RECORDS TO PROCESS:

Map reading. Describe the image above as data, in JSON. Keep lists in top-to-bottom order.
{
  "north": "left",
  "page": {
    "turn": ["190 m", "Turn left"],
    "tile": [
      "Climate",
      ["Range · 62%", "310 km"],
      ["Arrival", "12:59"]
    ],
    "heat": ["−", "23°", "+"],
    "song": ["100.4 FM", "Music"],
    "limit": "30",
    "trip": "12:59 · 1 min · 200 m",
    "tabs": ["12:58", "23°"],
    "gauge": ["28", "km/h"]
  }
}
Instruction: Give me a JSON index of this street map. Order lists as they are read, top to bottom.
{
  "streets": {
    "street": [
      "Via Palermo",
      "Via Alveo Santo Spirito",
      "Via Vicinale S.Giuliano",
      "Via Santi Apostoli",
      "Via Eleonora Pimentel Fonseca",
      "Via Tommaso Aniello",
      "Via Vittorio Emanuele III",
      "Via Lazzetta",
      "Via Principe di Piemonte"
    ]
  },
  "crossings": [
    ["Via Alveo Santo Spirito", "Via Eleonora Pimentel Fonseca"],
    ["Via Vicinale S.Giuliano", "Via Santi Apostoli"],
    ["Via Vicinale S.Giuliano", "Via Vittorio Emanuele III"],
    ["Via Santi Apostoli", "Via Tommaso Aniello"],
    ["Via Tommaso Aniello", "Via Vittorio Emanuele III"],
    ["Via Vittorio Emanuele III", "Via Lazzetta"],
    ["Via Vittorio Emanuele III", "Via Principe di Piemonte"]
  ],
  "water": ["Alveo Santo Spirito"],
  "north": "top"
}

THE PROBLEM: Each record above should be transcribed exactly.

FINISHED EXERCISE:
Map reading. Describe the image above as data, in JSON. Keep lists in top-to-bottom order.
{
  "north": "left",
  "page": {
    "turn": ["190 m", "Turn left"],
    "tile": [
      "Climate",
      ["Range · 62%", "310 km"],
      ["Arrival", "12:59"]
    ],
    "heat": ["−", "23°", "+"],
    "song": ["100.4 FM", "Music"],
    "limit": "30",
    "trip": "12:59 · 1 min · 200 m",
    "tabs": ["12:58", "23°"],
    "gauge": ["28", "km/h"]
  }
}
Instruction: Give me a JSON index of this street map. Order lists as they are read, top to bottom.
{
  "streets": {
    "street": [
      "Via Palermo",
      "Via Alveo Santo Spirito",
      "Via Vicinale S.Giuliano",
      "Via Santi Apostoli",
      "Via Eleonora Pimentel Fonseca",
      "Via Tommaso Aniello",
      "Via Vittorio Emanuele III",
      "Via Lazzetta",
      "Via Principe di Piemonte"
    ]
  },
  "crossings": [
    ["Via Alveo Santo Spirito", "Via Eleonora Pimentel Fonseca"],
    ["Via Vicinale S.Giuliano", "Via Santi Apostoli"],
    ["Via Vicinale S.Giuliano", "Via Vittorio Emanuele III"],
    ["Via Santi Apostoli", "Via Tommaso Aniello"],
    ["Via Tommaso Aniello", "Via Vittorio Emanuele III"],
    ["Via Vittorio Emanuele III", "Via Lazzetta"],
    ["Via Vittorio Emanuele III", "Via Principe di Piemonte"]
  ],
  "water": ["Alveo Santo Spirito"],
  "north": "top"
}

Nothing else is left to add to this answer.